You invest that $200 dollars and proceed according to the expiration time. When the trade time expires and your investment is “in the money” you collect according to what the sites advertise – meaning $162 (200*81%).  Your profit can be up to 81% or your $200 investment just grew to become $362.

Now, this is a tip you want to hold on to. Before you deposit ask for an insurance bonus. Let’s say 20% – this will allow you to hedge your trading portfolio and put some of the risk back on the broker. So If the trade is “out of the money” you would end up losing your original investment, but if you have that 20% insurance or refund, you can get $20 back and increase your chances of getting some of your original investment back – even if it has a trading requirement on it. Trading requirement means you have to trade it an X number of times before you can cash it out.

Here’s another possible scenario. Let’s say you had your finger on the financial pulse of the indices and when the Exxon Valdez sank and created a huge oil spill, your instincts told you that their stock would take a beating.

For this scenario let’s pretend you are a seasoned trader with years of investing experience on your resume, and you already have a sizeable balance in your binary options trading account of $7,000.

So basically it’s a no brainer…  It’s not a question of “if” it’s going to happen only when. And since things move pretty quickly in the digital age you anticipate that it’s going to occur immediately. So you choose an hourly expiration time and voila…
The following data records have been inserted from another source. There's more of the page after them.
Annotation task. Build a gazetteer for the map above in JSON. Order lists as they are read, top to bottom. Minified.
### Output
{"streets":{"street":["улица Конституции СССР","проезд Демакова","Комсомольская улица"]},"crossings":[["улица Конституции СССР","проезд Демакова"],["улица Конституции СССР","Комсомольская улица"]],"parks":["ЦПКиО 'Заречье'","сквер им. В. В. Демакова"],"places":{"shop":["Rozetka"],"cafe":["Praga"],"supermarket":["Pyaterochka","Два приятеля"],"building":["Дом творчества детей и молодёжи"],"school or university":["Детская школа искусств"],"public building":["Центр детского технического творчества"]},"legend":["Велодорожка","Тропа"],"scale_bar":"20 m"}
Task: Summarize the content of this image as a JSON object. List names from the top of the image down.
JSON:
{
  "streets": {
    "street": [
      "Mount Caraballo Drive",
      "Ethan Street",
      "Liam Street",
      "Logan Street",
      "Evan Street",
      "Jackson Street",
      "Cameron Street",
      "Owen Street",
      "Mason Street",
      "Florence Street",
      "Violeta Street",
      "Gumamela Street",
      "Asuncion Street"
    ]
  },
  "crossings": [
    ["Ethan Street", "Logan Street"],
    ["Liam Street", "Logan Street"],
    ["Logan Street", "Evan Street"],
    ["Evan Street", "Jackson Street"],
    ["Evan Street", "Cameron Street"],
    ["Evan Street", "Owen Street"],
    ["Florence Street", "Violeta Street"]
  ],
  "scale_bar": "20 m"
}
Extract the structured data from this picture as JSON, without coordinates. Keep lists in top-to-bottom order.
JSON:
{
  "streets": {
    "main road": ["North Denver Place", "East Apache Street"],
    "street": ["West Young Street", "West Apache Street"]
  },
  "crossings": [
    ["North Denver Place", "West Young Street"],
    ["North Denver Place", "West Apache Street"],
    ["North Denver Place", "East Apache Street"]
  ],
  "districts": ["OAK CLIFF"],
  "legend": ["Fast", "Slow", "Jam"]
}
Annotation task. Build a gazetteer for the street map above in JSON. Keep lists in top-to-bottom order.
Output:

If your financial instincts are correct, you just made a very nice return because 81% means you just made $5,600 in one hour. If you know any jobs out there that pay that hourly rate please tell me – I’m making a career change.

However, if for some unknown reason the stock would remain unchanged you would be down 7K, however in these types of scenarios it really doesn’t happen.

This information should get you some kind of idea about how things work online and how to go about making the trades. So good luck and may the force be with you.